Professor Phillipson is a sociologist and world expert on the transition from work to retirement as well as an advisor to the British Government on matters related to work and retirement. It is his contention that less well-off retirees are actually subsidising those from a higher socio-economic level. And that this may be inherently unfair.

How could this change, you may ask?

It comes down to life expectancy, a subject recently highlighted by YourLifeChoices where we confirmed that the rich do indeed live longer than the poor.

So when a discussion of life expectancy is linked to pensions, Professor Phillipson maintains that this is where problems of ‘one size fits all’ state pensions are revealed.

Not only is employment becoming more precarious, largely due to an increasingly casualised workforce and the automation of many jobs, but the long-term health challenges of older adults reduce the possibility of secure income.

With less chance of maintaining longer term full-time work, many older adults are not able to remain employed until 67 (the planned retirement age in Australia by 2023), let alone 70 (current Coalition government ‘zombie’ legislation due to be re-presented in the Senate).

If you are in the highest socio-economic group, your life expectancy after 65 is 85 for males and 87 for women.
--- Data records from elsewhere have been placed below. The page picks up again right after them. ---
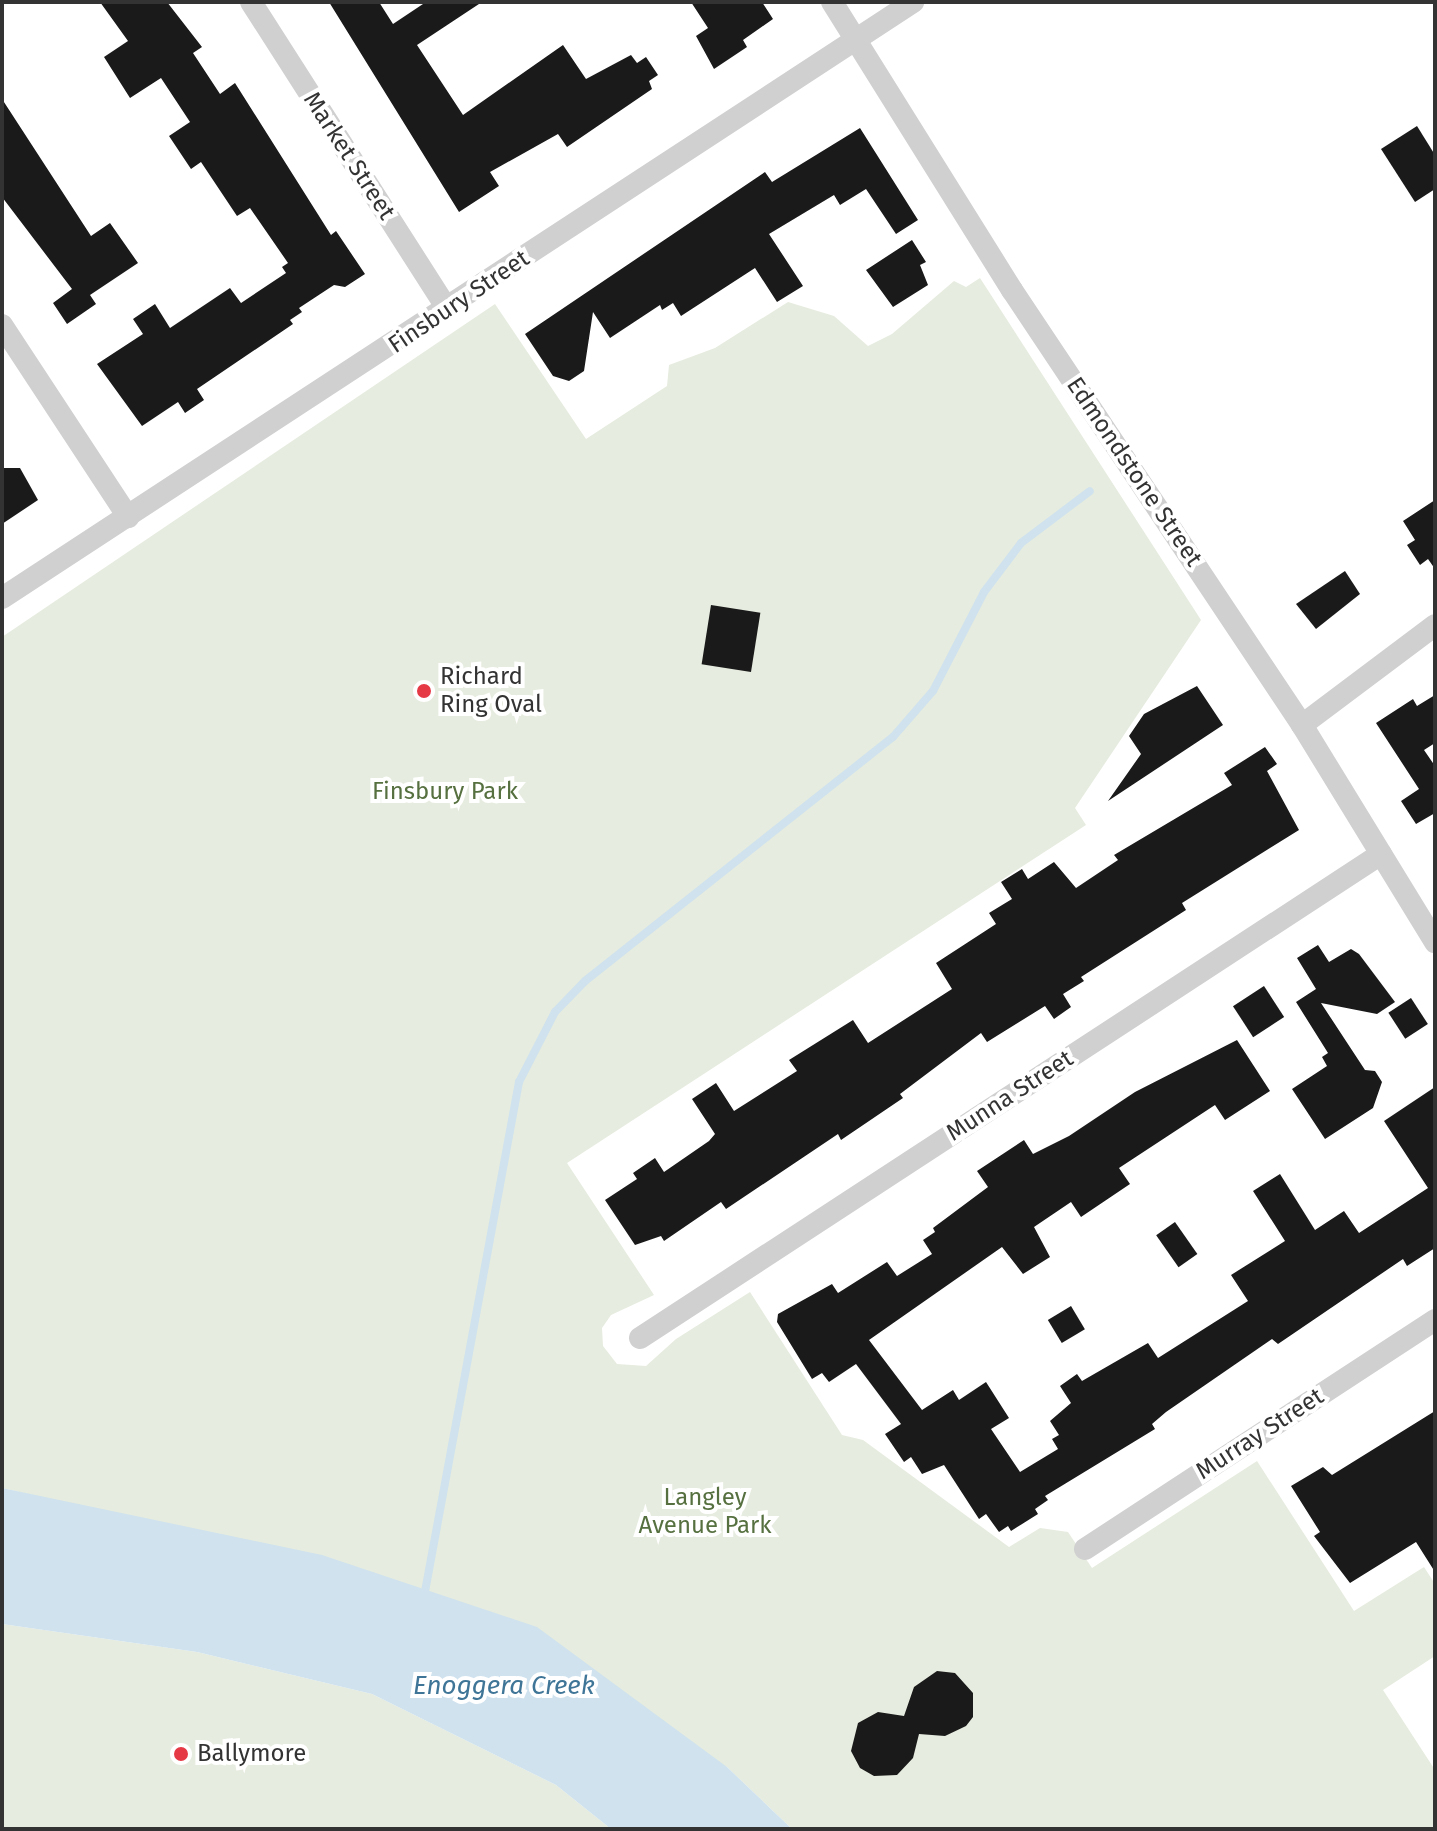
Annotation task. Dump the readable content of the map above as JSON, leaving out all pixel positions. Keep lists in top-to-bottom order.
{
  "streets": {
    "street": [
      "Market Street",
      "Finsbury Street",
      "Edmondstone Street",
      "Munna Street",
      "Murray Street"
    ]
  },
  "crossings": [
    ["Market Street", "Finsbury Street"],
    ["Finsbury Street", "Edmondstone Street"],
    ["Edmondstone Street", "Munna Street"]
  ],
  "water": ["Enoggera Creek"],
  "parks": ["Finsbury Park", "Langley Avenue Park"],
  "places": ["Richard Ring Oval", "Ballymore"]
}
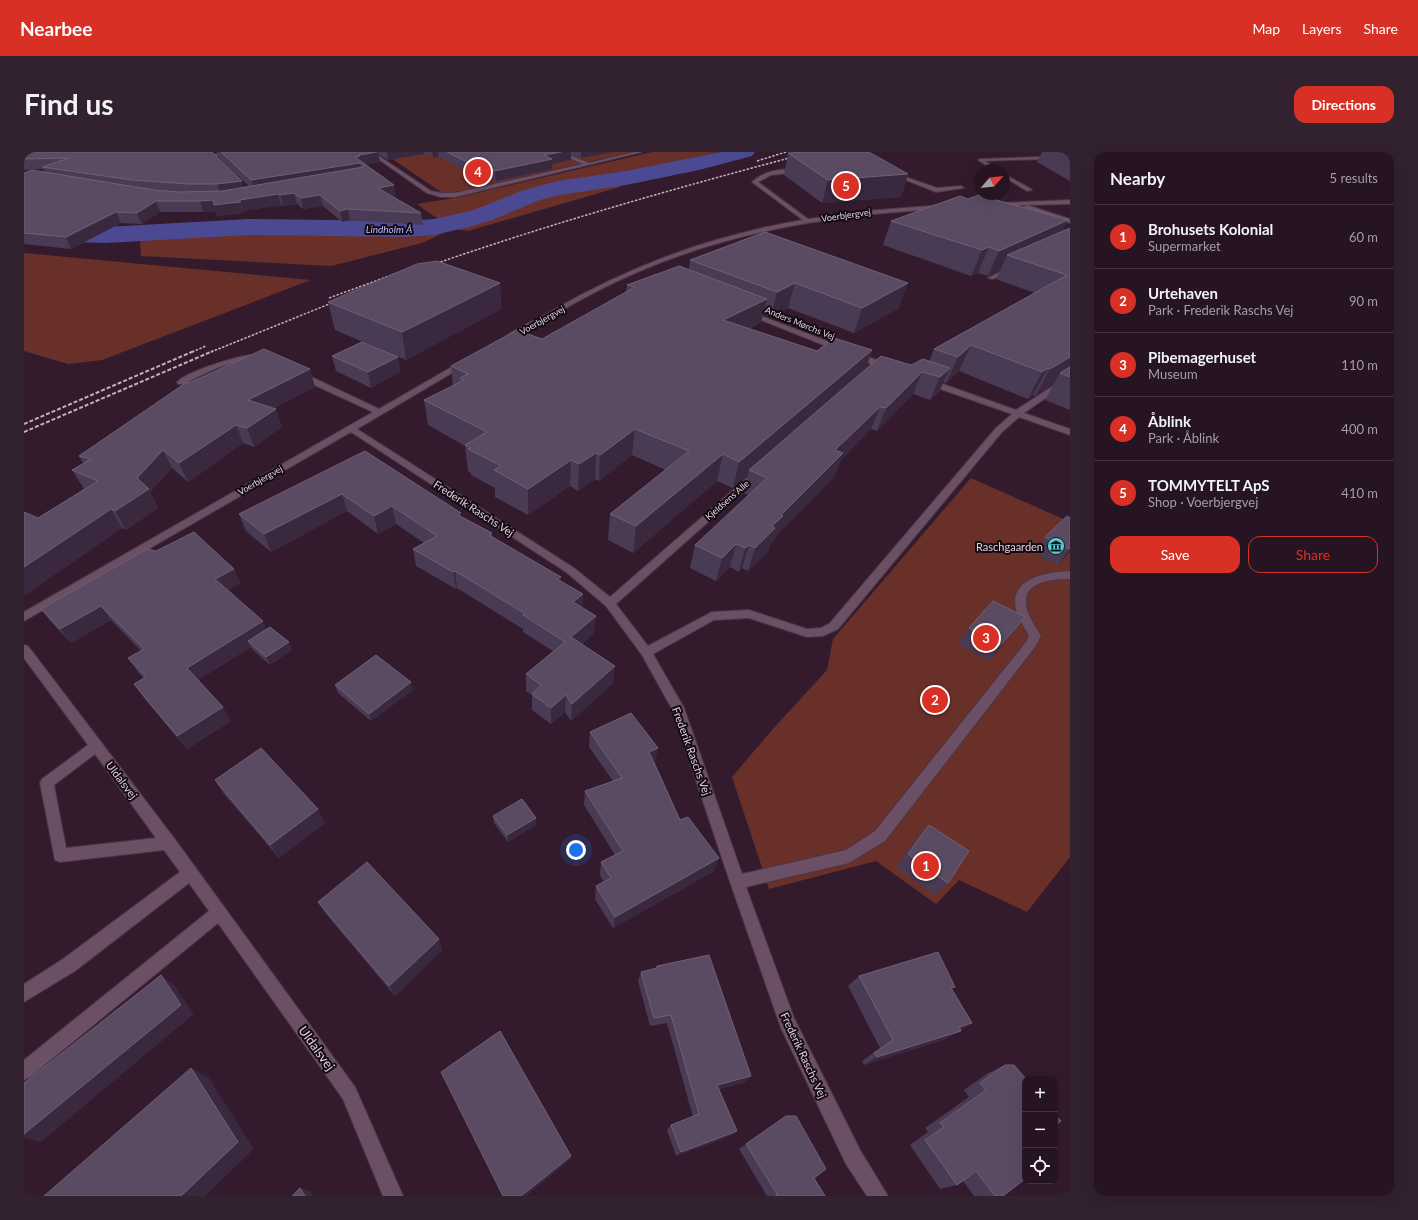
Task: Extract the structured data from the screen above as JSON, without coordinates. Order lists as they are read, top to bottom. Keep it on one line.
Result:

If you are in the lowest socio-economic group, your life expectancy after 65 is 81 for males and 84 for females. So for every year the lower socio-economic group is not claiming an Age Pension, these funds are available to continue paying a pension to the longer lived – the better off.

And this is why Professor Phillipson suggests it may be fairer to consider varying the age or access to state Age Pensions, based upon professional or occupational history and sectors.

He maintains that raising the pension age unilaterally may reinforce social inequalities, as those with the least need for such a pension are most able to remain in the labour market.

It may also reinforce health inequalities, with ‘job lock’, where those with health and other problems are forced to remain in the work place.

Income inequalities may also occur when extended working lives creates a larger labour pool, with subsequent lower wages, contributing to a wider income gap between the rich and the poor.

When Australia legislated a universal Age Pension in 1908, it was described as a ‘reward for service’. It remains a major pillar of retirement income, but is increasingly under assault from governments keen to balance the books at any cost.

So maybe the answer is not to restrict access for all to a later age, instead to lower the age of access to match the ability of manufacturing workers and those with chronic health conditions to secure employment? To make the Age Pension a real safety net for those in need.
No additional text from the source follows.